(Exercise):
What is the number of lines in the data below that contain "template"? Answer with that number and no other words.

(Stored items):
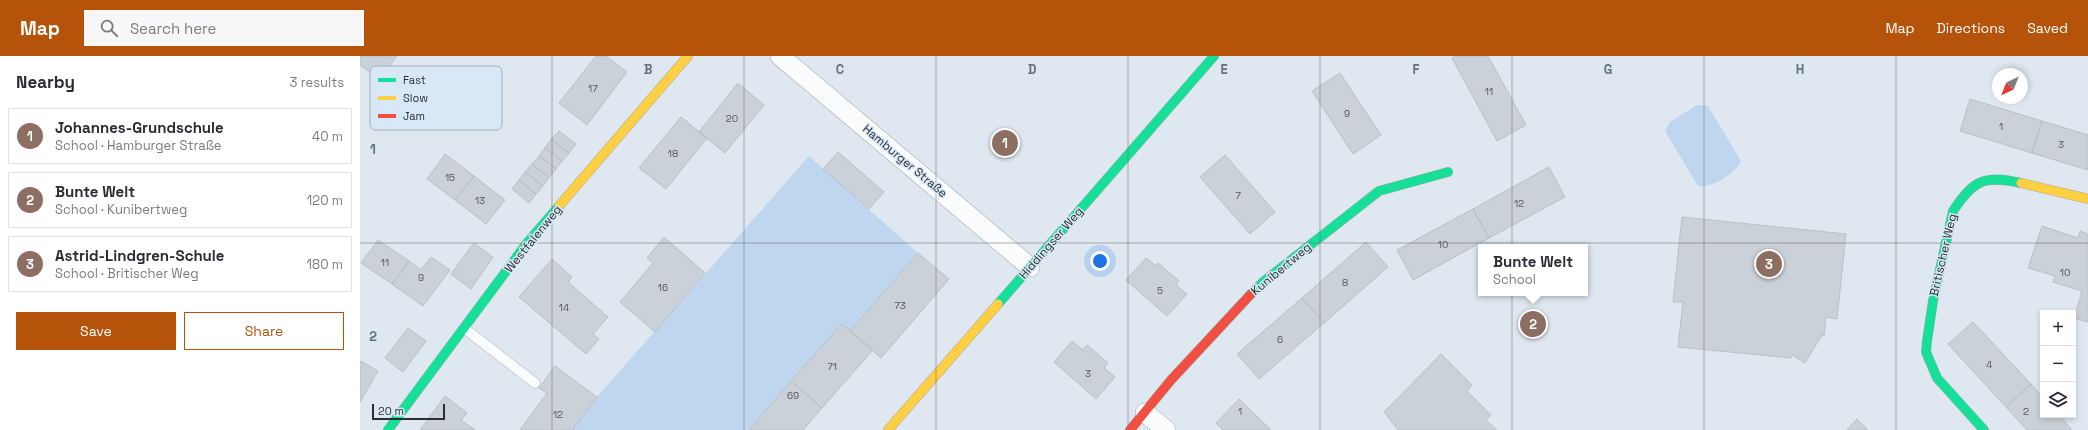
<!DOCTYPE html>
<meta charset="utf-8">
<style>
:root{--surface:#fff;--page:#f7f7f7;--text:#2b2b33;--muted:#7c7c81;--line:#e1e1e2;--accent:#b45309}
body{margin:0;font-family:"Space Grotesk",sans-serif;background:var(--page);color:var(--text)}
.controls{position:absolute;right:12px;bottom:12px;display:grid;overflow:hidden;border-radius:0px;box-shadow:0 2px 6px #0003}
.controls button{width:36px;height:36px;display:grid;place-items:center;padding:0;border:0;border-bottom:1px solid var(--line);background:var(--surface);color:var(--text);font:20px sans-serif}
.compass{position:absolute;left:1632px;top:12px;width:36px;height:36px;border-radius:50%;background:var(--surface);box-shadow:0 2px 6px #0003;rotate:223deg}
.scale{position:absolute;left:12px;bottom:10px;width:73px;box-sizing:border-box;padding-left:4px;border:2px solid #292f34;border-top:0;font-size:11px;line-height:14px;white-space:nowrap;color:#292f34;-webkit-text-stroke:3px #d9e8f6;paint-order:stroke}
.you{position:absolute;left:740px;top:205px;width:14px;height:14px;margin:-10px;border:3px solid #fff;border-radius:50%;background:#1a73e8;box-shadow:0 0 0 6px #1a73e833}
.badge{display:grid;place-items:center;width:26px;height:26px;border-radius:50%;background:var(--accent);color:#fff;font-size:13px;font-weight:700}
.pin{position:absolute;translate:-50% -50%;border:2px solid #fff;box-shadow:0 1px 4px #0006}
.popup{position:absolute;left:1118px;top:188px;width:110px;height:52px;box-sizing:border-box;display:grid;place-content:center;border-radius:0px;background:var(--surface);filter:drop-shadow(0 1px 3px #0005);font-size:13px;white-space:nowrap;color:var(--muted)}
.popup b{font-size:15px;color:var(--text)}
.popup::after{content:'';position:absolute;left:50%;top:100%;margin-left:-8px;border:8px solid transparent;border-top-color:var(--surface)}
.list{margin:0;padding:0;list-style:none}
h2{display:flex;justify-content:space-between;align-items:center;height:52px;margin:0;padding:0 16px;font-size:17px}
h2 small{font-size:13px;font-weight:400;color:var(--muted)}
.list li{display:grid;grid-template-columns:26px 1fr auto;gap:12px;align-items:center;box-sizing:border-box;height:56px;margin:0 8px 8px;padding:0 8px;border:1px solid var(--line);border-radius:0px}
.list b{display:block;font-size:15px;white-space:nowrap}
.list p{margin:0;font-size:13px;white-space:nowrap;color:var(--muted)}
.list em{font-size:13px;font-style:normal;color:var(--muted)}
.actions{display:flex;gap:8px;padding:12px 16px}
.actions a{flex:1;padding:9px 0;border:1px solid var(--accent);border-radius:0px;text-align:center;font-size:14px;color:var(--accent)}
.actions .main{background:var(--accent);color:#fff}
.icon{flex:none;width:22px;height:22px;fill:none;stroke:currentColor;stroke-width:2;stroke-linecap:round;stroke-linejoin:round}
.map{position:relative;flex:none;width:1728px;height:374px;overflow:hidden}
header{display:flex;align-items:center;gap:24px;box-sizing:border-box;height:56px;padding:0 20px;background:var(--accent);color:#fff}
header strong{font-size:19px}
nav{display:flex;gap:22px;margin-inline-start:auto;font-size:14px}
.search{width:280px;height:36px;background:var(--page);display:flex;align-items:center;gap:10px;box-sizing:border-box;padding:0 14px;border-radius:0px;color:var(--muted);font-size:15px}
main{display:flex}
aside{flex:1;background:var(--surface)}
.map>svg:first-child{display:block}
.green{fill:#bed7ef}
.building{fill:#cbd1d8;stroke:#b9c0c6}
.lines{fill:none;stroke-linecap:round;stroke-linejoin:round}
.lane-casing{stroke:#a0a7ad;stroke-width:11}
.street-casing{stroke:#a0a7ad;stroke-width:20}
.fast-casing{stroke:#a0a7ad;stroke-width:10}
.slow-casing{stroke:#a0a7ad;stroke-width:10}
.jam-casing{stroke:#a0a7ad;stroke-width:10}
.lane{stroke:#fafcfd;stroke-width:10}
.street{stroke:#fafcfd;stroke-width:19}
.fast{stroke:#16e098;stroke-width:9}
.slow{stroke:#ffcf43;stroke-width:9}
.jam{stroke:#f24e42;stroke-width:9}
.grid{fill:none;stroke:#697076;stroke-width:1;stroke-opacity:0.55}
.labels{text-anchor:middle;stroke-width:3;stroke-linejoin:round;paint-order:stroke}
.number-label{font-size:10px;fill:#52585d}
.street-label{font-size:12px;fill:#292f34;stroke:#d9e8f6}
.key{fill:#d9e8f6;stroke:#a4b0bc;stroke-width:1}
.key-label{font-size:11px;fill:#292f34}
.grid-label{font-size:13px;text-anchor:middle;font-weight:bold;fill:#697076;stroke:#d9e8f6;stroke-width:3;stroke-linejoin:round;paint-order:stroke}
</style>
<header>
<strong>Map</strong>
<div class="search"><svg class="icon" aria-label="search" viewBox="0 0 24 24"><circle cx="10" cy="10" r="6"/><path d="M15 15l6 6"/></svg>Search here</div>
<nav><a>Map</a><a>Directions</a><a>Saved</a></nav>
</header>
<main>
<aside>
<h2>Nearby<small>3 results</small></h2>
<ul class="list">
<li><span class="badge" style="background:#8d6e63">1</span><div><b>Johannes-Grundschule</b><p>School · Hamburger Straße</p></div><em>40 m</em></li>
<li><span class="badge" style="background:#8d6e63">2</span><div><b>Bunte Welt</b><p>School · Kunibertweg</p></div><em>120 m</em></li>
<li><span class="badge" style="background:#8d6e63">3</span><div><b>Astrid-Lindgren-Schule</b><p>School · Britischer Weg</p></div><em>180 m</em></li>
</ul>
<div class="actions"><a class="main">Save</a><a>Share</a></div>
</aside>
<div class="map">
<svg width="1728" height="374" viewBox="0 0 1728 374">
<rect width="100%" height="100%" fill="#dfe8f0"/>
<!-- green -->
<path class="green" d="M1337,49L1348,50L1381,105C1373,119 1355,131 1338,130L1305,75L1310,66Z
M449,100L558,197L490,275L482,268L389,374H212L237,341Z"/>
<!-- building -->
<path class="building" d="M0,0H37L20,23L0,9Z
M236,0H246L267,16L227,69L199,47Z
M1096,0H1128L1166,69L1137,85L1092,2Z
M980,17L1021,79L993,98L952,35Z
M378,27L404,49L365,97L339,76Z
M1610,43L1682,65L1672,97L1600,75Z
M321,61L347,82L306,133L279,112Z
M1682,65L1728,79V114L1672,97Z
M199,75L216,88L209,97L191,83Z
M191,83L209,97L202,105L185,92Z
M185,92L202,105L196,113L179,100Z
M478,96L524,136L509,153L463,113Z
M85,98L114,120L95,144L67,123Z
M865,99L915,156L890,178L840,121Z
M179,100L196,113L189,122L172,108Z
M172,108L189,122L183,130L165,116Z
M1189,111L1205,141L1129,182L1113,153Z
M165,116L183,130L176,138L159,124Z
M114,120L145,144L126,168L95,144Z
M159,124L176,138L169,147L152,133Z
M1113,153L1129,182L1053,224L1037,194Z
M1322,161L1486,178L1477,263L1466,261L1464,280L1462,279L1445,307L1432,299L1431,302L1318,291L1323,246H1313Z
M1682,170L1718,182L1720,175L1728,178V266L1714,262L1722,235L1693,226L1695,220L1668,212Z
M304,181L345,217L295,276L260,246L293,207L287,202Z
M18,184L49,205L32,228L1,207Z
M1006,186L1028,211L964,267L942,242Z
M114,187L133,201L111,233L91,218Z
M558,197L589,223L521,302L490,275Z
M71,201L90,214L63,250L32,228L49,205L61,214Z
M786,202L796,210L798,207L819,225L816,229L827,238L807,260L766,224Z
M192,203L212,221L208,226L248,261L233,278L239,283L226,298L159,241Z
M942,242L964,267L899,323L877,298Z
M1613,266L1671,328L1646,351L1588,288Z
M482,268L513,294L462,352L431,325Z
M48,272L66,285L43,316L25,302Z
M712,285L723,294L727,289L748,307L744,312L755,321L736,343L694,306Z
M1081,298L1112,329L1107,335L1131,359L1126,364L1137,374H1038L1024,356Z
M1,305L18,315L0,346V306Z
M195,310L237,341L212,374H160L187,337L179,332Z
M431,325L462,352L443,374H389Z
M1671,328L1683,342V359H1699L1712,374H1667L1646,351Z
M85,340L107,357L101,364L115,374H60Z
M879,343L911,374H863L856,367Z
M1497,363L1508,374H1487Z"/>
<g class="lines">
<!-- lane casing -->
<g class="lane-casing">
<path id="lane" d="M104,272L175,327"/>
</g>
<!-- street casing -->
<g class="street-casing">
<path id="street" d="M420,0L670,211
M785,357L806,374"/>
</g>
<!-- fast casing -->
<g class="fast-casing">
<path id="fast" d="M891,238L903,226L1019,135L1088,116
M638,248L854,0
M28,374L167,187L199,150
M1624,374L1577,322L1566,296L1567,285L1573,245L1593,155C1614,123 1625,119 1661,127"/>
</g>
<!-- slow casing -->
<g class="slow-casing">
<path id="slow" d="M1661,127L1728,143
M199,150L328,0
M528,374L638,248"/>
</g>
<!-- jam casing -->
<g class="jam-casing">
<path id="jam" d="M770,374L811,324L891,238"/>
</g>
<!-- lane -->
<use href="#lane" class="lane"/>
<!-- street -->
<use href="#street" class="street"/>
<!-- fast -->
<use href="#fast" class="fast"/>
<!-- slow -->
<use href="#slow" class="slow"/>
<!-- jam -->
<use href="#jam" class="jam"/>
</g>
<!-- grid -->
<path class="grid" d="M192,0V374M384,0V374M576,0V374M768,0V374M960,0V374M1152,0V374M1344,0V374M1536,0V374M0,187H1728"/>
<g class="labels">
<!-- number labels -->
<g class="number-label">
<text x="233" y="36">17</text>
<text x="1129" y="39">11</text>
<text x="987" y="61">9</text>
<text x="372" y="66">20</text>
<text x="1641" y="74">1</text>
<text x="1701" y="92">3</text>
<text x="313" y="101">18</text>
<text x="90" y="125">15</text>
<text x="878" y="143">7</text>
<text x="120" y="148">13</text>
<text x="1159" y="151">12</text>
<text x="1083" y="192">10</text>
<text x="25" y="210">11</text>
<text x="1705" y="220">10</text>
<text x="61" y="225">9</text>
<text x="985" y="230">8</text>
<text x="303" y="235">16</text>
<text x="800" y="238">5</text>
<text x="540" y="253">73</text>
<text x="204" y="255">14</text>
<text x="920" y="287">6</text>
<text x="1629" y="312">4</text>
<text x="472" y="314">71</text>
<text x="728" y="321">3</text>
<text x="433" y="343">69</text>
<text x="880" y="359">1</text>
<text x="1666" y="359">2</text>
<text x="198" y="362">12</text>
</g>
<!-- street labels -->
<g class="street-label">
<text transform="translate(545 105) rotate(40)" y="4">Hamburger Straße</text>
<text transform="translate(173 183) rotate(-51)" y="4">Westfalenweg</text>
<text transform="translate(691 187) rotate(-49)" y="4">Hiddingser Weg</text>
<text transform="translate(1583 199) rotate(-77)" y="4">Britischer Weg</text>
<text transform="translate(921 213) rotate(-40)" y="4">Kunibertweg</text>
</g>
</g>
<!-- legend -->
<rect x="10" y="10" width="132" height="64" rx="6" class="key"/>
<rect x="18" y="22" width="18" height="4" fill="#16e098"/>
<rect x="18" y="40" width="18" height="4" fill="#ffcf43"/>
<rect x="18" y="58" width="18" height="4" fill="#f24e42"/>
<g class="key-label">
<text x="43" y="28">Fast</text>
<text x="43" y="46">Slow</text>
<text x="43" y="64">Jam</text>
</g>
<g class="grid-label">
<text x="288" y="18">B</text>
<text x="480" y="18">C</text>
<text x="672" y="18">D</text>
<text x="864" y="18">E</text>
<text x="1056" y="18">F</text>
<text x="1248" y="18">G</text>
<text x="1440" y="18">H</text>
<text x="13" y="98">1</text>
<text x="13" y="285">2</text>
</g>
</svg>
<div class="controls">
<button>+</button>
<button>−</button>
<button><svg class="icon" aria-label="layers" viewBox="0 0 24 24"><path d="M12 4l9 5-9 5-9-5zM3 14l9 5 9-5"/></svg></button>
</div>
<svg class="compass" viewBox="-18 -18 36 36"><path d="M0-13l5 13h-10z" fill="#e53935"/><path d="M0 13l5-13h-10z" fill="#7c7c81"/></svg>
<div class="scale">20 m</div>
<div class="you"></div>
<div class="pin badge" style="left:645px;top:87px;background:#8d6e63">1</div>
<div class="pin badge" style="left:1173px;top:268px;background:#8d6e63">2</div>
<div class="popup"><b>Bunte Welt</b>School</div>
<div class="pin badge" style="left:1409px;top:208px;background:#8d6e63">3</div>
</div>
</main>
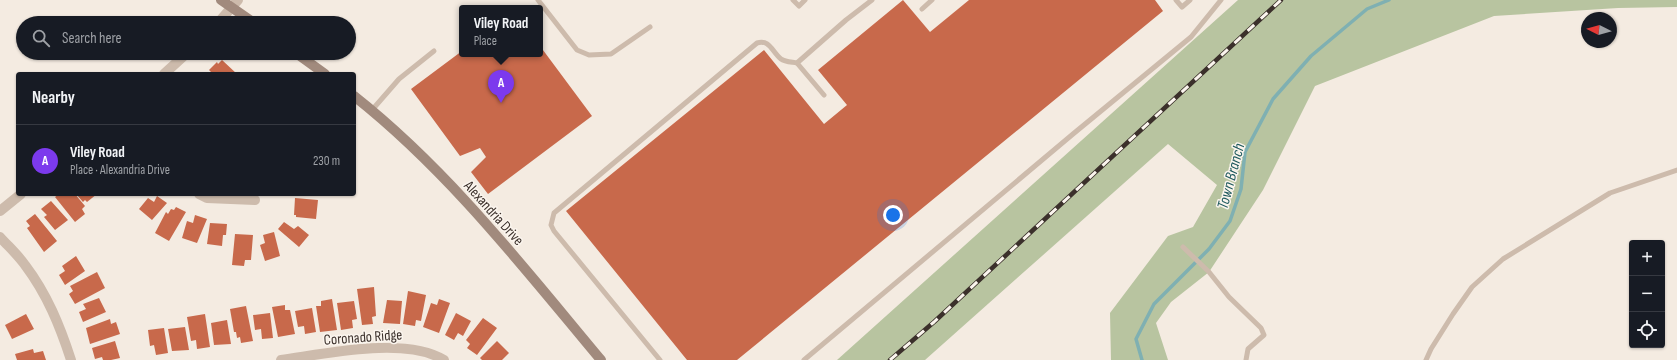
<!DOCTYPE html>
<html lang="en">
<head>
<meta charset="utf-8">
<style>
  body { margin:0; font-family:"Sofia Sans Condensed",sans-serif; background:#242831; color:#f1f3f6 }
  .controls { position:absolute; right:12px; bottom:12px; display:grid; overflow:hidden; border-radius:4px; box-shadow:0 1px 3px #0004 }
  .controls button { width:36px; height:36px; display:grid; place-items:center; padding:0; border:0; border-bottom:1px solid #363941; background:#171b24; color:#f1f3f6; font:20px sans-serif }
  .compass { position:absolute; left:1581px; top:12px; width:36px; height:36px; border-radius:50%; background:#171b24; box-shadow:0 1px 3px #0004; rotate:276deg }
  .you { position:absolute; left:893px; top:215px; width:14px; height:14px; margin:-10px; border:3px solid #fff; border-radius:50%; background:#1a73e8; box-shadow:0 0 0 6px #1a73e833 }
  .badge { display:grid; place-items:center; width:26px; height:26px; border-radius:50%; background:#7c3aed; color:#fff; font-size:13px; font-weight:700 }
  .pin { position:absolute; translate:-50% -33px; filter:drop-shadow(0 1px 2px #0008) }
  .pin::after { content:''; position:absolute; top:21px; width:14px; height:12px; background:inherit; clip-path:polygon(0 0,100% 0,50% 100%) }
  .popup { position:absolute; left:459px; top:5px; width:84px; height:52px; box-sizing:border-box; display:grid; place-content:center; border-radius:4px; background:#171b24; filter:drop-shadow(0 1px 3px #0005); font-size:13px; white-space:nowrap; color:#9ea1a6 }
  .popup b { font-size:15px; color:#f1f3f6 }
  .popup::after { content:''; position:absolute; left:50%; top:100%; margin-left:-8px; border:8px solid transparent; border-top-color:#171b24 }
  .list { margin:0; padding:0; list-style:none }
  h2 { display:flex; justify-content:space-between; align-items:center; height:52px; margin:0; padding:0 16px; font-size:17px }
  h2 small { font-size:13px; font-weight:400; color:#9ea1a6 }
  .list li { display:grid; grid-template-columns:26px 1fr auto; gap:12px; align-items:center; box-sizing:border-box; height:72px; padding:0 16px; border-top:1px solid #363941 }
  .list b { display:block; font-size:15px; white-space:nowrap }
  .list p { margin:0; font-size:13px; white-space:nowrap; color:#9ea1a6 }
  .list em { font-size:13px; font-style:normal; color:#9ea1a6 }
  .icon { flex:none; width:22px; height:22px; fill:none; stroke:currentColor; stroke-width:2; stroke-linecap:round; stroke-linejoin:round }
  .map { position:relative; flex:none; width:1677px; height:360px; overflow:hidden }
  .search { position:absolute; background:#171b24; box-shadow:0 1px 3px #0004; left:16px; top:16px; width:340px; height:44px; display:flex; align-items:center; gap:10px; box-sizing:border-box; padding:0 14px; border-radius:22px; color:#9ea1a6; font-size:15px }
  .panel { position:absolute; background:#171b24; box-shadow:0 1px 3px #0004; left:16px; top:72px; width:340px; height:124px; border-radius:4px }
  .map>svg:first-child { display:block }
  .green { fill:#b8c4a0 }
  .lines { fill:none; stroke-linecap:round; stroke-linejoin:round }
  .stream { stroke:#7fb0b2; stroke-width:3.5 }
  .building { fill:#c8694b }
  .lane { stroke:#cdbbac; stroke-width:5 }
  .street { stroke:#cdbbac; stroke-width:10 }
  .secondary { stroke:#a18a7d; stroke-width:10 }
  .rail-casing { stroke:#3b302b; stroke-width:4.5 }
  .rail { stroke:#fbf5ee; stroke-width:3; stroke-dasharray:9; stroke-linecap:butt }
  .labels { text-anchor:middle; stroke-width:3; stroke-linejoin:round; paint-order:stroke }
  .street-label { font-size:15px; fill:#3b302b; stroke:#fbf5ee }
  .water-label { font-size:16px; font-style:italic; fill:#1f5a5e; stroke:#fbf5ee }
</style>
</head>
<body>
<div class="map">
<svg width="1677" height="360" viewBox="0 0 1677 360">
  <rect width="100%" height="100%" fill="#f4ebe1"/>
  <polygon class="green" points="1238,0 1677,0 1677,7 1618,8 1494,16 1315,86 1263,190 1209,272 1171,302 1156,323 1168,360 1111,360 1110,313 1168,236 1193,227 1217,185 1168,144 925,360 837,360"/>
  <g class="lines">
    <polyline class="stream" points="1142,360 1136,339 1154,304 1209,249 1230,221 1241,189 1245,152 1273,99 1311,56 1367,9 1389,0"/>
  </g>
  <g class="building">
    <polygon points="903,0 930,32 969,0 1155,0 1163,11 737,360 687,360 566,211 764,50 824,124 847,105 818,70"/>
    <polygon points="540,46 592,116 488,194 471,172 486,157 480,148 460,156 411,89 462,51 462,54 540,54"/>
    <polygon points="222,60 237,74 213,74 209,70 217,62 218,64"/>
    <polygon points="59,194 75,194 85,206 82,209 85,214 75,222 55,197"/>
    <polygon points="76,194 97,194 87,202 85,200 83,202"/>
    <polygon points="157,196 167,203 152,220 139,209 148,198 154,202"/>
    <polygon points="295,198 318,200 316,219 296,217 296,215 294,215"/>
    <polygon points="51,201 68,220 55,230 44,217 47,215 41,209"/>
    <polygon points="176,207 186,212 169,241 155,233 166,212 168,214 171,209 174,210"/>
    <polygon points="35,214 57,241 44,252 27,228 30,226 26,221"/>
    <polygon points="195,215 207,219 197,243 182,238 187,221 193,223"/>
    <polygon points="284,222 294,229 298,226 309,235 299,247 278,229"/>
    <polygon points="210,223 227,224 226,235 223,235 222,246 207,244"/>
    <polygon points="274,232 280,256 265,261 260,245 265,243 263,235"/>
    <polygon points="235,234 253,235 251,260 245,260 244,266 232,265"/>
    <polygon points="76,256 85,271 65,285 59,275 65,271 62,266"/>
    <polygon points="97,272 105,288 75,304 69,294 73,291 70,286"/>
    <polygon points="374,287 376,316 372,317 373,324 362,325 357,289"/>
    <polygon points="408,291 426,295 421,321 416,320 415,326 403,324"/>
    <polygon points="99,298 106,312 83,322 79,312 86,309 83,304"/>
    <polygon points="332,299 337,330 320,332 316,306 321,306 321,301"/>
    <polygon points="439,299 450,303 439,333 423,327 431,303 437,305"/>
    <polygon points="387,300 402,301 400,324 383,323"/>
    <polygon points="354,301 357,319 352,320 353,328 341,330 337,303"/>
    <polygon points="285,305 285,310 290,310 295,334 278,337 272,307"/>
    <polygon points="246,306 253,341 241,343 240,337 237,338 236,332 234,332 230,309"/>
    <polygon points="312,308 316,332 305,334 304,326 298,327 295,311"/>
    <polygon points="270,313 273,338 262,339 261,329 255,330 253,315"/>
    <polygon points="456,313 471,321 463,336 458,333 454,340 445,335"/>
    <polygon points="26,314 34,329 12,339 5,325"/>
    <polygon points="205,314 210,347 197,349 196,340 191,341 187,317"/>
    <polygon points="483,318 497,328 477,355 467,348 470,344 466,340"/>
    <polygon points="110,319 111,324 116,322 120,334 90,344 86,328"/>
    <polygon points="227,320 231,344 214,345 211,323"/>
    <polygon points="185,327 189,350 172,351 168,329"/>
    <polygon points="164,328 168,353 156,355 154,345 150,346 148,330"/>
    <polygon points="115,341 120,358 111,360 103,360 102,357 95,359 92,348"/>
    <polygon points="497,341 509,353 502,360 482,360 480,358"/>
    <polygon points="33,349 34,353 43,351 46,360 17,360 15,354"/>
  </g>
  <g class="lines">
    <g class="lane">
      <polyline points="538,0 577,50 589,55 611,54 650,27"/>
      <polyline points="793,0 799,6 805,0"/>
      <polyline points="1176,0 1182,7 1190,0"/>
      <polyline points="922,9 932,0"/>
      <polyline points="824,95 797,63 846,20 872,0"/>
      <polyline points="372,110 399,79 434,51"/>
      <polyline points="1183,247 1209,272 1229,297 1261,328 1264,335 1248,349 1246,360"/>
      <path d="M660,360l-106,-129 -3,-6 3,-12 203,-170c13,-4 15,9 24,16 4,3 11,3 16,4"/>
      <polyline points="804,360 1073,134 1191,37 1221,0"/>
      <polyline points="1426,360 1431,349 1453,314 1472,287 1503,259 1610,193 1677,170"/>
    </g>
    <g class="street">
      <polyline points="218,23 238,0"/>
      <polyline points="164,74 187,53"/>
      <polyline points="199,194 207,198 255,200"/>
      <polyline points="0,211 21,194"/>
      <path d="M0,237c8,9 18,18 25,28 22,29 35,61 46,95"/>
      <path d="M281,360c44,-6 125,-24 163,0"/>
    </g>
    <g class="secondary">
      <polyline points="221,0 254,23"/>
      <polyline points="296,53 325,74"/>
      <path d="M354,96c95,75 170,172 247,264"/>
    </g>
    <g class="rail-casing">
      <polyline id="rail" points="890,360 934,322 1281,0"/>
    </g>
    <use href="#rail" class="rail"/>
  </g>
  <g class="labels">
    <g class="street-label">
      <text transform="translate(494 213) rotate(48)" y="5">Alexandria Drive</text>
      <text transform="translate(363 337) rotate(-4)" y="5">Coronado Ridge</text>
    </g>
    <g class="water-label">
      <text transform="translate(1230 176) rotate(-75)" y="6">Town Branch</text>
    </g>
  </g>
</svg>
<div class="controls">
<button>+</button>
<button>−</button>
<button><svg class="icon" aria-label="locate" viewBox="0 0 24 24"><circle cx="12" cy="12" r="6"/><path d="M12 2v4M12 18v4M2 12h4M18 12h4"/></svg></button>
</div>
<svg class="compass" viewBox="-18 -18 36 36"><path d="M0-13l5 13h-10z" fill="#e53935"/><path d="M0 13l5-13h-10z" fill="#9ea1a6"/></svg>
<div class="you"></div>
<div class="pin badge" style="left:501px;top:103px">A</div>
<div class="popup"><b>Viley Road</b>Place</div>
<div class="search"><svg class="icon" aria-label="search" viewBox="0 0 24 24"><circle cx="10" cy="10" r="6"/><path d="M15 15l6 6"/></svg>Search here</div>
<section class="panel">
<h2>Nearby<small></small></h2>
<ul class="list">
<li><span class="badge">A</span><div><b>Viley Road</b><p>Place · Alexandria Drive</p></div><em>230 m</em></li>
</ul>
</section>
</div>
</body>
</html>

(Response box):
2